Arkin, in his first substantial screen role, does a fine job with the role of the leader of the expedition, though much of his comedy arrives simply from his accent and butchering of the English language. He does have some good moments with a nervous edginess, particularly exemplified in his interactions with the Whittakers' irritating little boy. Carl Reiner's part is at its best in a slapstick sequence that finds him tied to the elderly and portly telephone operator (Tessie O'Shea). Despite some bland setup at the beginning, he never really evokes an audience identification beyond being a typical television dad. Jonathan Winters, as is so often the case in films, is given little to do with his enormous talents. Perhaps the best bit comes from silent comedian Ben Blue, who is briefly seen throughout the film attempting in vain to catch a horse so that he can play Paul Revere. The love interests, young Alison (Andrea Dromm) and Alexei Kolchin (John Philip Law) are bland, uninteresting and uninvolving.
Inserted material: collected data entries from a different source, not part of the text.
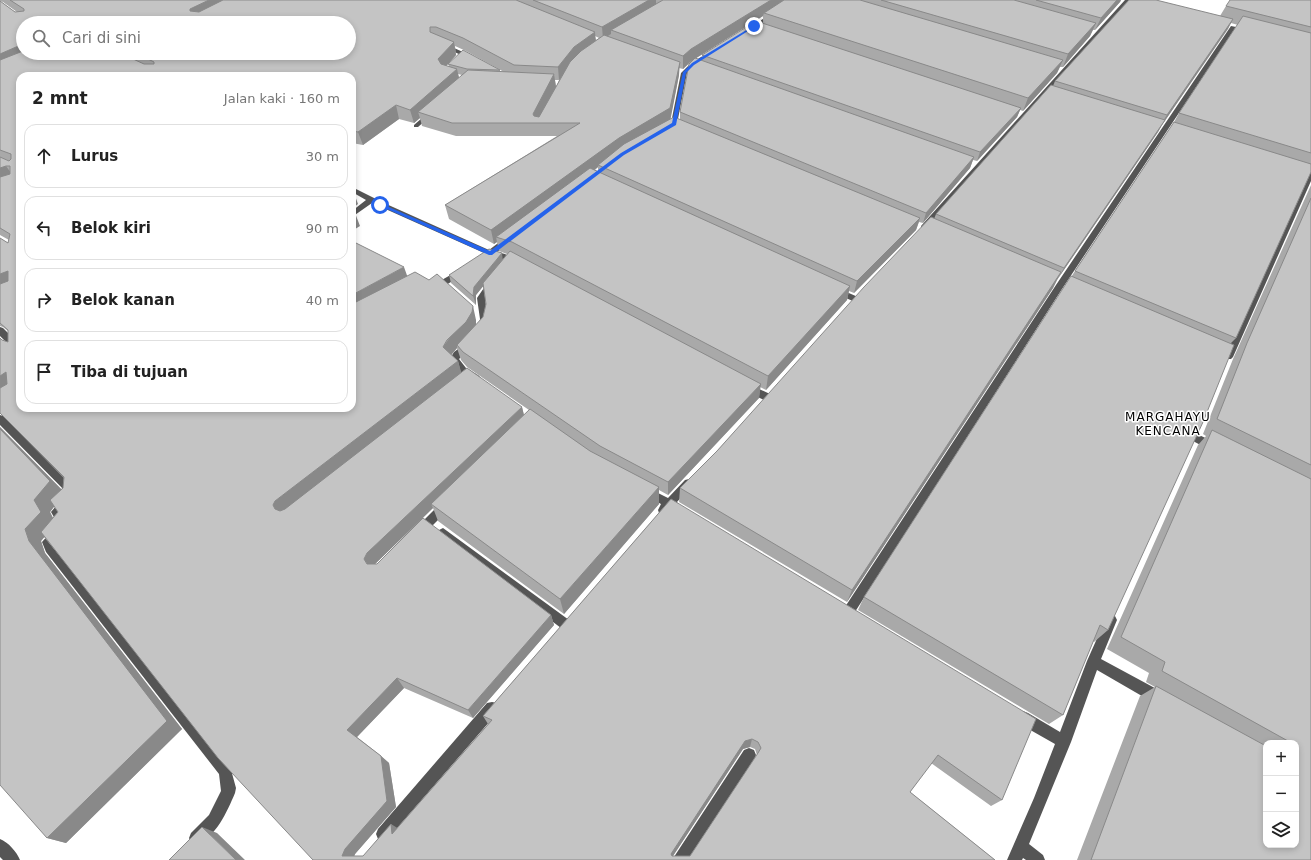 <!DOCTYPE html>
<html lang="id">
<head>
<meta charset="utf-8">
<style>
  body { margin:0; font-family:"DejaVu Sans",sans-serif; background:#f2f2f2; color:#222 }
  .controls { position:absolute; right:12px; bottom:12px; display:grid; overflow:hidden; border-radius:8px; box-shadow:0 2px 6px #0003 }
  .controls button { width:36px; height:36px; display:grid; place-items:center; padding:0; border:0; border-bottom:1px solid #e0e0e0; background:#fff; color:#222; font:20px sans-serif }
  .stop { position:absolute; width:12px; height:12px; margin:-9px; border:3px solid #2563eb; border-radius:50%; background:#fff }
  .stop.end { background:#2563eb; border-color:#fff; box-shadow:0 1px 4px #0008 }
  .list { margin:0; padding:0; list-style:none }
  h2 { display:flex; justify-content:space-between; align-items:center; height:52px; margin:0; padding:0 16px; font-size:17px }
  h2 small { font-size:13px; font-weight:400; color:#767676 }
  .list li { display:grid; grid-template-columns:26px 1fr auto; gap:12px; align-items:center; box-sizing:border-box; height:64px; margin:0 8px 8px; padding:0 8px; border:1px solid #e0e0e0; border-radius:12px }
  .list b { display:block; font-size:15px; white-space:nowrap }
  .list em { font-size:13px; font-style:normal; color:#767676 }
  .icon { flex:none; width:22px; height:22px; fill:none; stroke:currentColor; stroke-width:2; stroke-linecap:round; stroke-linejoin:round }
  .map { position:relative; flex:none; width:1311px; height:860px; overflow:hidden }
  .search { position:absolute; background:#fff; box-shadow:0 2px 6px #0003; left:16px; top:16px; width:340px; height:44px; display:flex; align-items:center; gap:10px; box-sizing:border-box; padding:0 14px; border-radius:22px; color:#767676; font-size:15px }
  .panel { position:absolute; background:#fff; box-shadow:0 2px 6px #0003; left:16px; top:72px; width:340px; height:340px; border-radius:12px }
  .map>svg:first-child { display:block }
</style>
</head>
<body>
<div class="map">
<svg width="1311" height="860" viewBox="0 0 1311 860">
  <rect width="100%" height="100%" fill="#fff"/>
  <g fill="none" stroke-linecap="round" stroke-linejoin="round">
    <path fill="#555" fill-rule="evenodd" d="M 792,0 L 799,0 L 751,31 L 746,30 Z
      M 1125,0 L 1131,0 L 927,230 L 921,230 L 921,226 Z
      M 1231,26 L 1236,27 L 1062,289 L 853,615 L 849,617 L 845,615 L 843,611 L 845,607 L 1056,285 Z
      M 443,43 L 474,57 L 475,58 L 470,59 L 441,46 L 441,44 Z
      M 711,51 L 716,52 L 695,65 L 687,73 L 677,124 L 671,128 L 667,128 L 667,126 L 671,123 L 681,73 L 691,63 Z
      M 429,112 L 434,113 L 418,127 L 414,127 L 414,125 Z
      M 1308,171 L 1311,171 L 1311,181 L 1233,357 L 1231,359 L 1225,359 L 1223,357 Z
      M 352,187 L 384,203 L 489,250 L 506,237 L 512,237 L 512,241 L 497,252 L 505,254 L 520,263 L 516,266 L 491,256 L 486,260 L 480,260 L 479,258 L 484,253 L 372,203 L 352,217 L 352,211 L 366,200 L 352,192 Z
      M 461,269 L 464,270 L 465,272 L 464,274 L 446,285 L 440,285 L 439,283 L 440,281 Z
      M 493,278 L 497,281 L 485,298 L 488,319 L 486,329 L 482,332 L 478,329 L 480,319 L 477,298 L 490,279 Z
      M 835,287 L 858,297 L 859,299 L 855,302 L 832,292 L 831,290 L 832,288 Z
      M 0,327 L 3,328 L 20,345 L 20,354 L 17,353 L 0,336 Z
      M 469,341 L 474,344 L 459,359 L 466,368 L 478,375 L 480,377 L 475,381 L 460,372 L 449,360 L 454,352 Z
      M 748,384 L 770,394 L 772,397 L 770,400 L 764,400 L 745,391 L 743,388 L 745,385 Z
      M 0,415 L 3,416 L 77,491 L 76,499 L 63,512 L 71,524 L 54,543 L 55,545 L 230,766 L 236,788 L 235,793 C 227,812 216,837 196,845 L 191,843 L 189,838 L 191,833 L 209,815 L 221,791 L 219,774 L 46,552 L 42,542 L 58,524 L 51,512 L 67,493 L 0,425 Z
      M 1195,433 L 1218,444 L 1219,447 L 1218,450 L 1210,450 L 1191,440 L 1190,437 L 1191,434 Z
      M 689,479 L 693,480 L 694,483 L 677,502 L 679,506 L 678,509 L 674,511 L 671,509 L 663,515 L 659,513 L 658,510 L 661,504 L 642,494 L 641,491 L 642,488 L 646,487 L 668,498 L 685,480 Z
      M 445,501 L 449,503 L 450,506 L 449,509 L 423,535 L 419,537 L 415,535 L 413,532 L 415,529 L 441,503 Z
      M 443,528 L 569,620 L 571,624 L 569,628 L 565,630 L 561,628 L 439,536 L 437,533 L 439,530 Z
      M 1111,614 L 1115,616 L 1117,620 L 1101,659 L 1164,693 L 1165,698 L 1164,703 L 1159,704 L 1154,703 L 1097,670 L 1071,742 L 1029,844 L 1043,855 L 1045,860 L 1026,860 L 1023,858 L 1022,860 L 1007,860 L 1034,798 L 1055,744 L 1018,723 L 1016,718 L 1018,713 L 1023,711 L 1028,713 L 1060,732 L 1087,661 L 1107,616 Z
      M 492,702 L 497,703 L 498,708 L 497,713 L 388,839 L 383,841 L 378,839 L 376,834 L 378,829 L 487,703 Z
      M 749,748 L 754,750 L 756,755 L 754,760 L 688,860 L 672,860 L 744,750 Z
      M 0,839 C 8,842 17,852 20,860 L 3,860 L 0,857 Z"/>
  </g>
  <path fill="#a9a9a9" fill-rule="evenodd" d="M 0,0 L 1121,0 L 1120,2 L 1095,30 L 1093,30 L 1090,36 L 1063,67 L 1060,67 L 1057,73 L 1023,111 L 1020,110 L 1017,117 L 977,161 L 973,160 L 970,168 L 923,223 L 919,222 L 916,230 L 854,293 L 849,291 L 847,300 L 766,390 L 760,387 L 759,398 L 668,495 L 659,490 L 659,504 L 564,614 L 438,521 L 433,508 L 375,564 L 551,615 L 554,625 L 473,718 L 404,688 L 357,737 L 381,756 L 389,763 L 396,807 L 355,854 L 354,856 L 363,856 L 397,828 L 488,724 L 483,716 L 671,499 L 1002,800 L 991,806 L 931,763 L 910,792 L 995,860 L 313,860 L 44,537 L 41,541 L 45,553 L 182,729 L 66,843 L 47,838 L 0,427 L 61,489 L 63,488 L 64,477 L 1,414 L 0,414 L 0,338 L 3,341 L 8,342 L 8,331 L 3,327 L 0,326 L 0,238 L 8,243 L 9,240 L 0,235 ZM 0,1 L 3,2 L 17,12 L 15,12 ZM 763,16 L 763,23 L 702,55 L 702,60 L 696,58 ZM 23,23 L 349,53 L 23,53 ZM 595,36 L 599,38 L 596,40 ZM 455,46 L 466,51 L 504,72 L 500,72 L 500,70 L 448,64 L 449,66 L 446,66 L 456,55 ZM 130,55 L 132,58 L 127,56 ZM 692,61 L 680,112 L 680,119 L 670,119 L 679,75 L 679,68 L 683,69 ZM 458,74 L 462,75 L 459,78 ZM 20,76 L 352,76 L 352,143 L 363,145 L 399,119 L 414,123 L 420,118 L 422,126 L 456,136 L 557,136 L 445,205 L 449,219 L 494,244 L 497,242 L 499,251 L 507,254 L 503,259 L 449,275 L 451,283 L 476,305 L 476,295 L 483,286 L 486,304 L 483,317 L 476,325 L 476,320 L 408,276 L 20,408 ZM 555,80 L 559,80 L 556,87 ZM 598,167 L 598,171 L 595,170 ZM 457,348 L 461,360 L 467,367 L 529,410 L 524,415 L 522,407 L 461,373 L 458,361 L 451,355 ZM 54,506 L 58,512 L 53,518 L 50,512 ZM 750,747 L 755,749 L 757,755 L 690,856 L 673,856 L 743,749 Z
    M 1311,0 L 1311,172 L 1236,338 L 1230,344 L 1108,630 L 1094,642 L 1093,641 L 1063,715 L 1049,724 L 858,610 L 864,597 L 1075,271 L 1173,124 L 1179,113 L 1238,25 L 1231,23 L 1162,125 L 1158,132 L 1057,280 L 1053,288 L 847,602 L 679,502 L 680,488 L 717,451 L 934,219 L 936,214 L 1053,86 L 1055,81 L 1220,16 L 1226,6 Z
    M 1311,185 L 1311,860 L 1077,860 L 1140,696 L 1155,687 L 1146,682 L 1149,673 L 1107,649 L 1198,445 L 1206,436 L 1203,434 L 1233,359 ZM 1266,743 L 1296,743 L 1266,845 Z"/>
  <path fill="#898989" d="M 209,0 L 239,0 L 196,22 L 190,11 L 190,9 Z
    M 649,0 L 656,0 L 656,8 L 611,30 L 611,34 L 603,39 L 602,27 Z
    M 771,0 L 789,0 L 764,13 L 763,16 L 690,62 L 683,69 L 683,56 L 691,49 Z
    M 1117,0 L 1121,0 L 1120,2 L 1095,30 L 1101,18 Z
    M 1233,19 L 1228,29 L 1162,125 L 1158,132 L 1057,280 L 1064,268 L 1167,115 Z
    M 1096,23 L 1090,36 L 1063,67 L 1068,54 Z
    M 595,32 L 596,44 L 559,80 L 558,67 L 574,47 Z
    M 454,42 L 456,55 L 441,72 L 438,59 Z
    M 23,44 L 23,53 L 0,71 L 0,54 Z
    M 121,53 L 129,53 L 130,55 L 124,57 Z
    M 1063,60 L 1057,73 L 1023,111 L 1028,98 Z
    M 680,62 L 679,75 L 670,122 L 598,165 L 598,167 L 501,239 L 496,237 L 497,242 L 494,244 L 491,230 Z
    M 457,69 L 460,82 L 418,112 L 420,118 L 414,123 L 410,110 Z
    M 554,74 L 556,87 L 537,123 L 533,114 Z
    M 396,105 L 399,119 L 363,145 L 358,132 Z
    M 1021,108 L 1017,117 L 977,161 L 980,152 Z
    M 974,157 L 970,168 L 923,223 L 926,213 Z
    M 6,166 L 16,180 L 0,186 L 0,168 Z
    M 353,190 L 358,204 L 352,209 L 352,191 Z
    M 355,213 L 360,226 L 352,231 L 352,214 Z
    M 920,218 L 916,230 L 854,293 L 857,281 Z
    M 502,253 L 503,262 L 476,295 L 476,305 L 473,296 L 474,287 Z
    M 404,267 L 409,281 L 352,312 L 352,295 Z
    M 8,271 L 20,284 L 0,293 L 0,274 Z
    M 1061,272 L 1053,288 L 847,602 L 852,590 Z
    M 850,286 L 847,300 L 766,390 L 768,376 Z
    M 473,306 L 476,320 L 476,325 L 457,345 L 457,348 L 452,354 L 448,360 L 443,347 Z
    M 458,361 L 462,375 L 284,513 L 275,509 L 273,505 L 275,501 Z
    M 6,372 L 20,385 L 0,397 L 0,376 Z
    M 761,384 L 759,398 L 668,495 L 668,482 Z
    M 522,407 L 525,420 L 431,504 L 433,508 L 374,565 L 372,571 L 364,559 L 367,553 Z
    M 0,427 L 65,493 L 50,512 L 56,524 L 41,541 L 45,553 L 182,729 L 66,843 L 47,838 L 29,541 L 25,529 L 34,500 L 0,429 Z
    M 659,487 L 659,504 L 564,614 L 560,599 Z
    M 551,615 L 554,625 L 473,718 L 468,710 Z
    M 397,678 L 404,688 L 356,738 L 347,730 Z
    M 752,739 L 750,747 L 743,749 L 671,859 L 671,854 L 745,741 Z
    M 381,756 L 389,763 L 396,807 L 355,854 L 353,860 L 342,856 Z
    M 391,824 L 399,829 L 392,834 Z
    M 202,827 L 217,833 L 245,860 L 236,860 Z"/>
  <path fill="#c4c4c4" stroke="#898989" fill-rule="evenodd" d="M 10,0 L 209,0 L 190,9 L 190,11 L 199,12 L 223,0 L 516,0 L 595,32 L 574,47 L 558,67 L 514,65 L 463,38 L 436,27 L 430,27 L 430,32 L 454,42 L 438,59 L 441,64 L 457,69 L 410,110 L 396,105 L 358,132 L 352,131 L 352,76 L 20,76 L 20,408 L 352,408 L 352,304 L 415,272 L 429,280 L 437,274 L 473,306 L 472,312 L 466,322 L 447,340 L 443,347 L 458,361 L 275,501 L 273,505 L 275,509 L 280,511 L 285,509 L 467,368 L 522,407 L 367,553 L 364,559 L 367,564 L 377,564 L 423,518 L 551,615 L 468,710 L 397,678 L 347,730 L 381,756 L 387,801 L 345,849 L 342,856 L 363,856 L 391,824 L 392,834 L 492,720 L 483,716 L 671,499 L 1036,719 L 1002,800 L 938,755 L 910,792 L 995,860 L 313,860 L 218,758 L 41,532 L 58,512 L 50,500 L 63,488 L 64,477 L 0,413 L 0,388 L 7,384 L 6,372 L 0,376 L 0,338 L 2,340 L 8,342 L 8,330 L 0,323 L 0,284 L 8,281 L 8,271 L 0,274 L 0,238 L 8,243 L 10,234 L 0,228 L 0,177 L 10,174 L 10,166 L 6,166 L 0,168 L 0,157 L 9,161 L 11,159 L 11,154 L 0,150 L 0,60 L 23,51 L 23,53 L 120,53 L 144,64 L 154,64 L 154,62 L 136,53 L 349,53 L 349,23 L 23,23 L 23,44 L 0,54 L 0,1 L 15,12 L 24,11 L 24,9 ZM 752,739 L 758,742 L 761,748 L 758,753 L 690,856 L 672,856 L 671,854 L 745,741 Z
    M 533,0 L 649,0 L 602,27 Z
    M 663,0 L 771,0 L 691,49 L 683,56 L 611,30 Z
    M 784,0 L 860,0 L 1063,60 L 1028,98 L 764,13 Z
    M 881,0 L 1014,0 L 1096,23 L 1068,54 Z
    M 1036,0 L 1117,0 L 1101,18 Z
    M 1129,0 L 1156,0 L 1233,19 L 1167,115 L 1055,81 Z
    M 1230,0 L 1311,0 L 1311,27 L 1226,6 Z
    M 1243,16 L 1311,33 L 1311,153 L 1179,113 Z
    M 756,21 L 1021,108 L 980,152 L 702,55 Z
    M 604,35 L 680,62 L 670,108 L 619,138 L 491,230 L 445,205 L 580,123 L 452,123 L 418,112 L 468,70 L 554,74 L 533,114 L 534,116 L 539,117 L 570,62 L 581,51 Z
    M 463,50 L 500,70 L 467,69 L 448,64 Z
    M 695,58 L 974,157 L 926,213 L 680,112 L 689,64 Z
    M 1051,85 L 1165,120 L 1064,268 L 936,214 Z
    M 674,117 L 920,218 L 857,281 L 598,165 L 624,144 Z
    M 1174,122 L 1311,164 L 1311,172 L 1236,338 L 1075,271 Z
    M 590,168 L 850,286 L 768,376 L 512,242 L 496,237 Z
    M 1311,198 L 1311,465 L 1217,419 L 1247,343 Z
    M 352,207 L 355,213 L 352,214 Z
    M 931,217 L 1061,272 L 852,590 L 680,488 L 717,451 L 864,287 Z
    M 352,241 L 404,267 L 352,295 Z
    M 489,249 L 502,253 L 474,287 L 473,296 L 449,275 Z
    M 510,251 L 761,384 L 668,482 L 600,446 L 463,352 L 457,345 L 483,317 L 486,304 L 483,283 Z
    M 1071,276 L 1234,345 L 1203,422 L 1108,630 L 1100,625 L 1063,715 L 864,597 Z
    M 530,409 L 590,451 L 659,487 L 560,599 L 431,504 Z
    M 0,429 L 50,481 L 34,500 L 41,512 L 25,529 L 29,541 L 167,721 L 47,838 L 0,785 Z
    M 1212,430 L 1311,479 L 1311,860 L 1091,860 L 1156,686 L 1266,746 L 1266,845 L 1296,845 L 1296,743 L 1288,743 L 1288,741 L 1162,671 L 1165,662 L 1121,637 Z
    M 202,827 L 236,860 L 169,860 Z"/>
  <path fill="#2563eb" d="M 753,26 L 756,26 L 694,65 L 686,73 L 676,125 L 624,155 L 492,255 L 489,255 L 378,205 L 382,204 L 490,251 L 621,153 L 672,123 L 683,72 L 692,63 Z"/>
  <g text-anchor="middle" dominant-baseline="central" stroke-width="3" stroke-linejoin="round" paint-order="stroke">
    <g font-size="12" letter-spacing="1" fill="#000" stroke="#fff">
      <text x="1168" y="417">MARGAHAYU<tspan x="1168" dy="14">KENCANA</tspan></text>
    </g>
  </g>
</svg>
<div class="controls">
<button>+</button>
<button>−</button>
<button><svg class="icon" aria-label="layers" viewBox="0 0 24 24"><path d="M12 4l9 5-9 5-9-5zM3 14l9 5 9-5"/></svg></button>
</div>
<div class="stop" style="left:380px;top:205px"></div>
<div class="stop end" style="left:754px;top:26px"></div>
<div class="search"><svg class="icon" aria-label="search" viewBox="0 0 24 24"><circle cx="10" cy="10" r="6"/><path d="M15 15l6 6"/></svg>Cari di sini</div>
<section class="panel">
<h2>2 mnt<small>Jalan kaki · 160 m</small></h2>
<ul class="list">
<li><svg class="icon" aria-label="ahead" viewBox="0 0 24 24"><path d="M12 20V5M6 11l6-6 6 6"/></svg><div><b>Lurus</b></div><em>30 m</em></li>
<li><svg class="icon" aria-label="left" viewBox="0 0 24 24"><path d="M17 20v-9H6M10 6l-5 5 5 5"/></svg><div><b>Belok kiri</b></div><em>90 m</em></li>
<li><svg class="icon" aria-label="right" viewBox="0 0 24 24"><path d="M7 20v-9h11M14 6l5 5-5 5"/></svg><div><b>Belok kanan</b></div><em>40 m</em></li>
<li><svg class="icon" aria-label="arrive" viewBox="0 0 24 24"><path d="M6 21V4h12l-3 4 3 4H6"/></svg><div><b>Tiba di tujuan</b></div></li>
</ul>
</section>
</div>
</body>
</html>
Like the misshapen all-star comedy It's a Mad, Mad, Mad, Mad World, this film takes an all-star cast and in the last analysis doesn't give them much to do that's funny. As a result, it's of interest primarily as an historical relic.

Rating for Style: C+
Rating for Substance: C


Image Transfer

Aspect Ratio2.35:1 - Widescreen
Original Aspect Ratioyes

Image Transfer Review: The anamorphic widescreen image is generally quite attractive. However, there is a spider-weblike pattern visible at the top of the screen in most light-colored scenes that seems to indicate that a cleaning of the telecine equipment was called for. The color is quite good and speckling is nominal. No significant frame damage is present. There's ample fine detail, and black levels are quite good. The only times I noticed compression artifacts are on large scale panning shots of the village.

Image Transfer Grade: C


Audio Transfer

 LanguageRemote Access
MonoEnglish, Frenchyes

Audio Transfer Review: The 2.0 mono audio has a significant and often annoying hiss. This is exacerbated by the fact that dialogue is recorded at a fairly low level, requiring substantial volume levels that emphasize the hiss even more. The music generally sounds fine, although it is slightly shrill and lacking in fullness and presence. Dialogue is clear throughout.

Audio Transfer Grade: C-


Disc Extras

Static menu
Scene Access with 16 cues and remote access
Subtitles/Captions in English, French, Spanish with remote access
1 Original Trailer(s)
1 Documentaries
Packaging: generic plastic keepcase
1 Disc
1-Sided disc(s)
Layers: RSDL
Layers Switch: 01h:11m:13s

Extras Review: Happily, this disc includes a 23m:00s interview with director/producer Norman Jewison about the making of the film and its international reception to great acclaim. This documentary, while fluffy at times as Jewison showers compliments on his collaborators, is useful for helping to put the picture in its proper historical context. Also present is the theatrical trailer, which is much funnier than the film itself. Mostly composed of what appears to be an ad-libbed interview between Reiner and Arkin in character, much like Reiner's Two-Thousand-Year Old Man shtick with Mel Brooks, it's quite engaging and entertaining. The trailer is also presented in 2.35:1 anamorphic widescreen.

Extras Grade: C+


Final Comments

Once considered a classic comedy, and now only an historical footnote, this picture takes the Cold War and plods along with it in a well-intentioned plea for peace and understanding. Happily, the substantial director interviews help put the picture in the proper perspective to maximize its appreciation.